MB: It’s funny, if Milk Fed is a book where the only characters that we see who aren’t idiots are women, then Death Valley is really a book populated by — or at least as much as Death Valley is populated by characters — populated by men. You know, Milk Fed was obviously deeply inspired by Judaism, and it was a lot of my own questions about Judaism and the religion of my upbringing. In Death Valley, I used Exodus as an underpinning. We think of leaving the father’s land or the forefathers of religion. It’s a paternal archetype book, if you want to, if you want to look at it that way. I think I mentioned once in the book that it’s April, but for myself, and just in writing the book, and like, knowing when it took place, in my mind, it was set over Passover. So no one may know that, but that kind of structural choice helps to provide a scaffolding for that departure into fantasy.
FD: The Death Valley narrator’s obsession with Reddit was a really compelling throughline of the novel. I’ve found there’s this kind of cultural conception that Reddit is this place for finding answers to your niche and profound questions. Do you think the narrator finds any answers on Reddit, or elsewhere on the Internet?

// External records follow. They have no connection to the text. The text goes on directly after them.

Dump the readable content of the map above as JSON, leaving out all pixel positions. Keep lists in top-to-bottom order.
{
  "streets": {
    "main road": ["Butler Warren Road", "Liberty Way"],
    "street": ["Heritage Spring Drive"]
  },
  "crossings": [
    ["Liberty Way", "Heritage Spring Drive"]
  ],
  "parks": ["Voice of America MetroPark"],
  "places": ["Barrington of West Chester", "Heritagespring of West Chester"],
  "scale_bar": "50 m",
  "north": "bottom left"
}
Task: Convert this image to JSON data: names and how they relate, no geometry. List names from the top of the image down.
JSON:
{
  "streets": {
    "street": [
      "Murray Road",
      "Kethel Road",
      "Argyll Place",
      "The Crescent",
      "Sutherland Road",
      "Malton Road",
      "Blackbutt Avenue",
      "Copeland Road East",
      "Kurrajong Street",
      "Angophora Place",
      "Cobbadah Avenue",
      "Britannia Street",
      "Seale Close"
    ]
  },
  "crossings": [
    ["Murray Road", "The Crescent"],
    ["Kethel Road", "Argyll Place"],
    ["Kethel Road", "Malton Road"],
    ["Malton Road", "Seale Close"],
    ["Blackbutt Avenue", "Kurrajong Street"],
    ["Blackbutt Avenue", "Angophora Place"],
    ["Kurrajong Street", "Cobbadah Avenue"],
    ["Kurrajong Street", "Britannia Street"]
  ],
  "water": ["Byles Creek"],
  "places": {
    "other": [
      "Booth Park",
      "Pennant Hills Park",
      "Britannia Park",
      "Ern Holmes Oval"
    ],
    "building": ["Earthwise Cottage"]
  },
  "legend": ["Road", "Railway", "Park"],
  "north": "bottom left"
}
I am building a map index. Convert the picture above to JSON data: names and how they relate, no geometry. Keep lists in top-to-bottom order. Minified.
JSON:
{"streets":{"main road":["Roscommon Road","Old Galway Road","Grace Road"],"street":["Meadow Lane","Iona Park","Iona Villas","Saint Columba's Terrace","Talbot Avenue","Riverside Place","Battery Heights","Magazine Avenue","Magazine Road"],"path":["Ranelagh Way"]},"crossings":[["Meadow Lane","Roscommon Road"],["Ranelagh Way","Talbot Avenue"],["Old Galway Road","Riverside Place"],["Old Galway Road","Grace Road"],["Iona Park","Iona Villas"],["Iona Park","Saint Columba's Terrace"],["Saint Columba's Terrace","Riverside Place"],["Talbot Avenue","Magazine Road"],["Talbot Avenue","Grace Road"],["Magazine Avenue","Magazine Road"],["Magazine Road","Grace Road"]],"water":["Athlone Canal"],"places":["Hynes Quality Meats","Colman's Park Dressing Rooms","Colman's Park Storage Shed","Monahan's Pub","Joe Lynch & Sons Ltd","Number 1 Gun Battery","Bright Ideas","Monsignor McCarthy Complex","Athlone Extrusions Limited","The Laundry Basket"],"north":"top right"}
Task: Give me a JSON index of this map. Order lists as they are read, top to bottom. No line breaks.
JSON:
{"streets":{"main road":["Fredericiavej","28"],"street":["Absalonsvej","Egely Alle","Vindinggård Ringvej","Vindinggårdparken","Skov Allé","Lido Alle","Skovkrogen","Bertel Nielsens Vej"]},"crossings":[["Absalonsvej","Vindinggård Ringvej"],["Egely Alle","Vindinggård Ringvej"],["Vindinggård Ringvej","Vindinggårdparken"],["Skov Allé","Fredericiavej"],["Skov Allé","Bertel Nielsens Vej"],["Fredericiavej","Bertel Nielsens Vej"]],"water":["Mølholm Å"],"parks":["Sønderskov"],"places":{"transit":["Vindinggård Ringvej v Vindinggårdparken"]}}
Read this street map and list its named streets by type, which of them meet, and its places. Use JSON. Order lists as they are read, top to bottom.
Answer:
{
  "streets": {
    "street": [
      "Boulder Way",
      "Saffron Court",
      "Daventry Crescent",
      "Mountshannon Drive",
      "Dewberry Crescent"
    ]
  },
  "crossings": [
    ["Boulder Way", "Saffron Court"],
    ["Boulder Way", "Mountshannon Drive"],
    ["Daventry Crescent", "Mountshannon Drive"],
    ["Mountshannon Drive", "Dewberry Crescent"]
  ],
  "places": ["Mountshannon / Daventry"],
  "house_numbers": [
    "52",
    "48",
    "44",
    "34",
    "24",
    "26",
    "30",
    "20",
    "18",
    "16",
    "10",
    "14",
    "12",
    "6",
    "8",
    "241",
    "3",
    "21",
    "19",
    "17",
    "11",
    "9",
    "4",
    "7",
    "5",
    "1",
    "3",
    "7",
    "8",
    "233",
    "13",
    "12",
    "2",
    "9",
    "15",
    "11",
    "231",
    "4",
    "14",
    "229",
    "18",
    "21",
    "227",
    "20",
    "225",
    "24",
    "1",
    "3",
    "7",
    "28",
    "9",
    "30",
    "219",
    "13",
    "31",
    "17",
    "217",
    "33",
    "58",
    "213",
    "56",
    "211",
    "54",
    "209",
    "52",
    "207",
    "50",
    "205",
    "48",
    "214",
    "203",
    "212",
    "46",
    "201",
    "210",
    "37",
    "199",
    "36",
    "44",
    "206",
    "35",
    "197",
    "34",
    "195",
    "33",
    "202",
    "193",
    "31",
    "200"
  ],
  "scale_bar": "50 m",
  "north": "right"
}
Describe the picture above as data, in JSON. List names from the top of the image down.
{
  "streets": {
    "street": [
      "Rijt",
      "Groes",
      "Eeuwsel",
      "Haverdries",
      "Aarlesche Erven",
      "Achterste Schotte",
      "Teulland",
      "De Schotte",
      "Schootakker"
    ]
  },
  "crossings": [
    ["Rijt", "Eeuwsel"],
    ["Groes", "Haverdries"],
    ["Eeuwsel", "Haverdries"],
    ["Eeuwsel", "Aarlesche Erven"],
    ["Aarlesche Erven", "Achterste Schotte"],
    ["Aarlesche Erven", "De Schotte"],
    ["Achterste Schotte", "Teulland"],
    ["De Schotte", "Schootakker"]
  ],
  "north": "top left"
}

MB: I go on Reddit all the time. Sometimes I find good information, and sometimes I find terrifying information. The reason why I picked Reddit is it’s probably one of the sites where I do most of my info seeking. I just find Reddit very funny because comment sections in general on the internet are extremely funny places, and Reddit is a giant comment section. I thought, you know, I like to stay entertained while writing a book, so that was why I chose Reddit as opposed to her searching elsewhere. But I really used it, again, as a sort of way of scaffolding the book. So for example, when I was researching, I knew that the cactus in the novel was going to be a magic saguaro cactus. But I didn’t know that much about the whereabouts of saguaro, and when I was researching I found out they don’t grow in California. Now, it’s a magic cactus. That doesn’t technically matter, but it mattered to me. So I had to make it a plot point and I used Reddit for that. It’s such an internal book, so Reddit was a way of getting across information rather than through the narrator, and it becomes almost like a character.